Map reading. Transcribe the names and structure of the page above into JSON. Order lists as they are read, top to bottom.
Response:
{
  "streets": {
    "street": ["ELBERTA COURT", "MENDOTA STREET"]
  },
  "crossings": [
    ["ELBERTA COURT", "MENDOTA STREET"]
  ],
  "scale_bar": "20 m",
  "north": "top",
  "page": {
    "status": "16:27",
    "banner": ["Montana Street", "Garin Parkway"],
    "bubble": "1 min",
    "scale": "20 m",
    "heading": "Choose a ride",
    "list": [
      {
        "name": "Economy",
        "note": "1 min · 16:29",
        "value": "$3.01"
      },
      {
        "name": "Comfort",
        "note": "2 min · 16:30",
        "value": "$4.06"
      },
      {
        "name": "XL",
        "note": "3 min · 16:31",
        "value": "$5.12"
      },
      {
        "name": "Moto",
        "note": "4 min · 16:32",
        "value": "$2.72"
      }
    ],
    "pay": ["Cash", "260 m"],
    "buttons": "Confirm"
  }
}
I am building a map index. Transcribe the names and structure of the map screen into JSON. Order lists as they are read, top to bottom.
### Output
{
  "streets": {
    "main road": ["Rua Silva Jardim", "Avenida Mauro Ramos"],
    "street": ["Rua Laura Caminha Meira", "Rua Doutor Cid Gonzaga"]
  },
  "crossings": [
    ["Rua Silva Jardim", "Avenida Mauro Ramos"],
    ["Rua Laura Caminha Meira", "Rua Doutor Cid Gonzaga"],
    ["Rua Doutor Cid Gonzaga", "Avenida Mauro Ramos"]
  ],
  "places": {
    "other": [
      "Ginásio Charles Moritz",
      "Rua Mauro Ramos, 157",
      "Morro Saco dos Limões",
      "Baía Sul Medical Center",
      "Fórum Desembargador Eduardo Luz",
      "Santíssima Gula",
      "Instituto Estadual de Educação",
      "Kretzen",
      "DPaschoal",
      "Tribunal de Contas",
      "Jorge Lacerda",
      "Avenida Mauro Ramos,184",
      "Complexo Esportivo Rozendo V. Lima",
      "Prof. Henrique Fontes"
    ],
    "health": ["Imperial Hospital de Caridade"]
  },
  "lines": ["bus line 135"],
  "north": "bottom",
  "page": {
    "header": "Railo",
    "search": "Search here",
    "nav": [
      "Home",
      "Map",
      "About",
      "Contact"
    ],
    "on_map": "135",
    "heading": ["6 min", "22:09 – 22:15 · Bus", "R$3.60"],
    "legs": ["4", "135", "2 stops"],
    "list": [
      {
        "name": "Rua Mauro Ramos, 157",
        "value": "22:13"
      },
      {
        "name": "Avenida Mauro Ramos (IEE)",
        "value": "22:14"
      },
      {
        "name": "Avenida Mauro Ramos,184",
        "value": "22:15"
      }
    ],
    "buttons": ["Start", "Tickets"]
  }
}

◆ ◆ ◆ ◆ ◆

WHAT THIS TASK INVOLVES:
The response must repeat exactly the lines from the top of the material through the line containing "I am building", both included, with no other output.

TASK OUTPUT:
Map reading. Transcribe the names and structure of the page above into JSON. Order lists as they are read, top to bottom.
Response:
{
  "streets": {
    "street": ["ELBERTA COURT", "MENDOTA STREET"]
  },
  "crossings": [
    ["ELBERTA COURT", "MENDOTA STREET"]
  ],
  "scale_bar": "20 m",
  "north": "top",
  "page": {
    "status": "16:27",
    "banner": ["Montana Street", "Garin Parkway"],
    "bubble": "1 min",
    "scale": "20 m",
    "heading": "Choose a ride",
    "list": [
      {
        "name": "Economy",
        "note": "1 min · 16:29",
        "value": "$3.01"
      },
      {
        "name": "Comfort",
        "note": "2 min · 16:30",
        "value": "$4.06"
      },
      {
        "name": "XL",
        "note": "3 min · 16:31",
        "value": "$5.12"
      },
      {
        "name": "Moto",
        "note": "4 min · 16:32",
        "value": "$2.72"
      }
    ],
    "pay": ["Cash", "260 m"],
    "buttons": "Confirm"
  }
}
I am building a map index. Transcribe the names and structure of the map screen into JSON. Order lists as they are read, top to bottom.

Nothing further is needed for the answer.